No more stealing from kids? Lawmaker wants youth leagues to open their books
A proposed New Jersey law aims to take the financial practices of youth sports leagues out of a "dark corner" by creating reporting and records requirements that many state residents may be surprised to learn are not already in place.
The legislation introduced by Assemblyman Ron Dancer, R-Ocean, comes as the former president and treasurer of Holbrook Little League reportedly work toward a plea deal in response to their alleged theft of almost $120,000 from the league.
Dancer said that's one example contributing to more than $1.4 stolen from leagues in Monmouth and Ocean counties alone in the last 10 years, according to an Asbury Park Press investigative report.
"You're stealing form the kids, the families and the teams," Dancer told New Jersey 101.5. "We obviously need to put a stop to this."
Under the bill, nonprofit youth athletic organizations such as Little League and Pop Warner would be required to maintain a website that provides access to the league's financial statements and tax returns, among other documents.

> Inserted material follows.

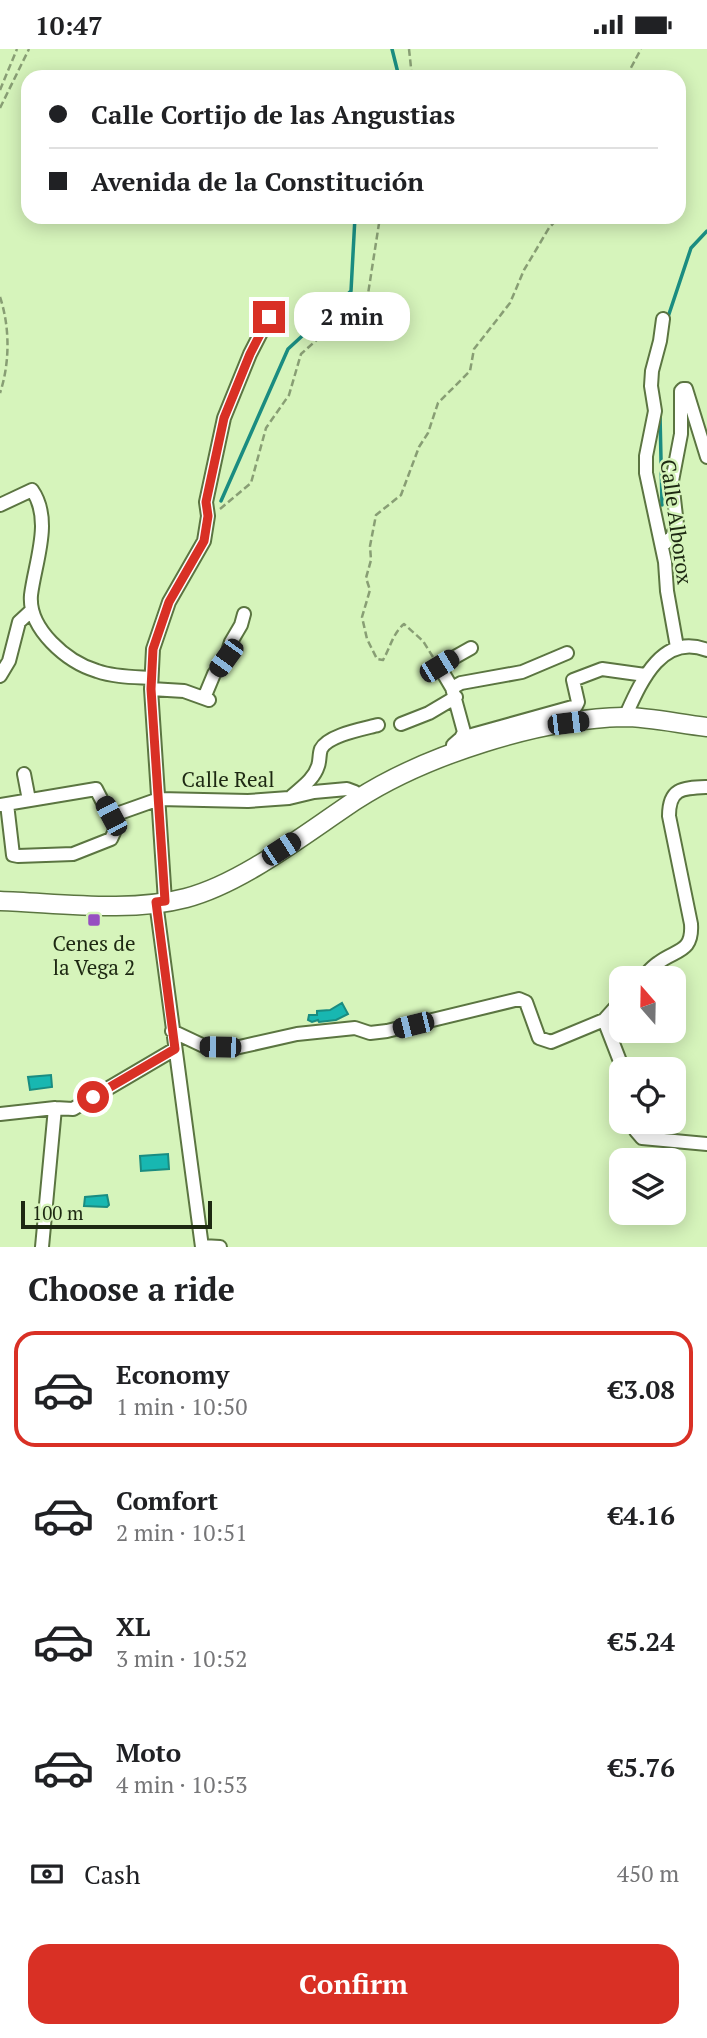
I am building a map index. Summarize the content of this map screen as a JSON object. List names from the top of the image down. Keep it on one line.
{"streets":{"street":["Calle Alborox","Calle Real"]},"places":{"transit":["Cenes de la Vega 2"]},"scale_bar":"100 m","north":"top","page":{"status":"10:47","banner":["Calle Cortijo de las Angustias","Avenida de la Constitución"],"bubble":"2 min","scale":"100 m","heading":"Choose a ride","list":[{"name":"Economy","note":"1 min · 10:50","value":"€3.08"},{"name":"Comfort","note":"2 min · 10:51","value":"€4.16"},{"name":"XL","note":"3 min · 10:52","value":"€5.24"},{"name":"Moto","note":"4 min · 10:53","value":"€5.76"}],"pay":["Cash","450 m"],"buttons":"Confirm"}}
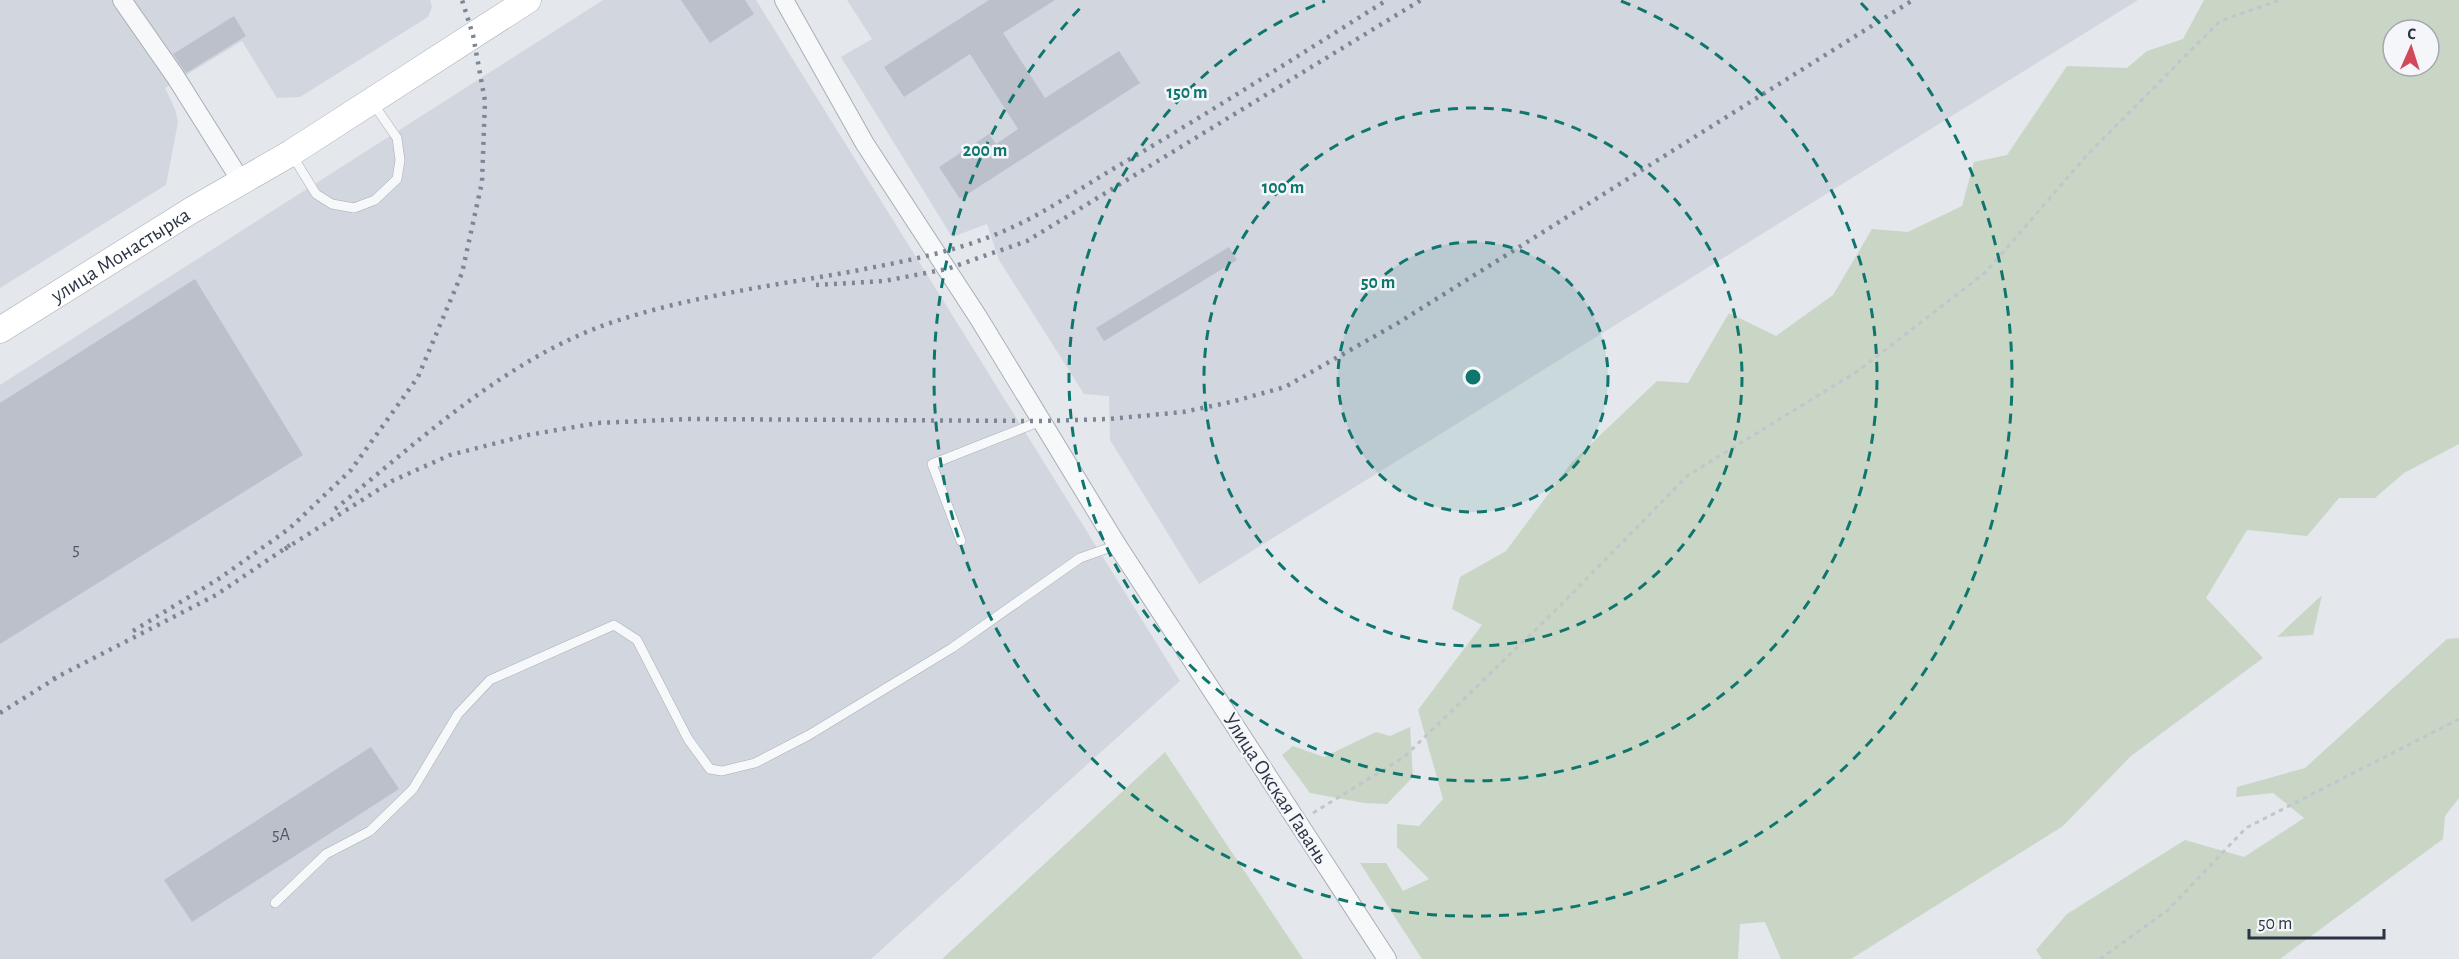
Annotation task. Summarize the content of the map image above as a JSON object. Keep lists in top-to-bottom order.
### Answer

The website would also have to include all meeting agendas and minutes, and provide at least five days' notice for meetings.
The bill also prompts the Division of Consumer Affairs to produce "Best Practices and Recommendations" Guidance for these organizations. The leagues would also be required to have an audit performed annually.
Under current law, these leagues are required an annual financial statement with the federal and state government. But, according to the bill's language, many leagues fail to comply.
The legislation notes it's common for volunteers to manage and lead these leagues, and volunteers are often "unequipped to ensure financial compliance with state or federal laws or professional best practices."
"Temptation will run high when you keep the money hidden away in a dark corner," Dancer said. "We're going to shine a light on the books and keep everything on the up-and-up."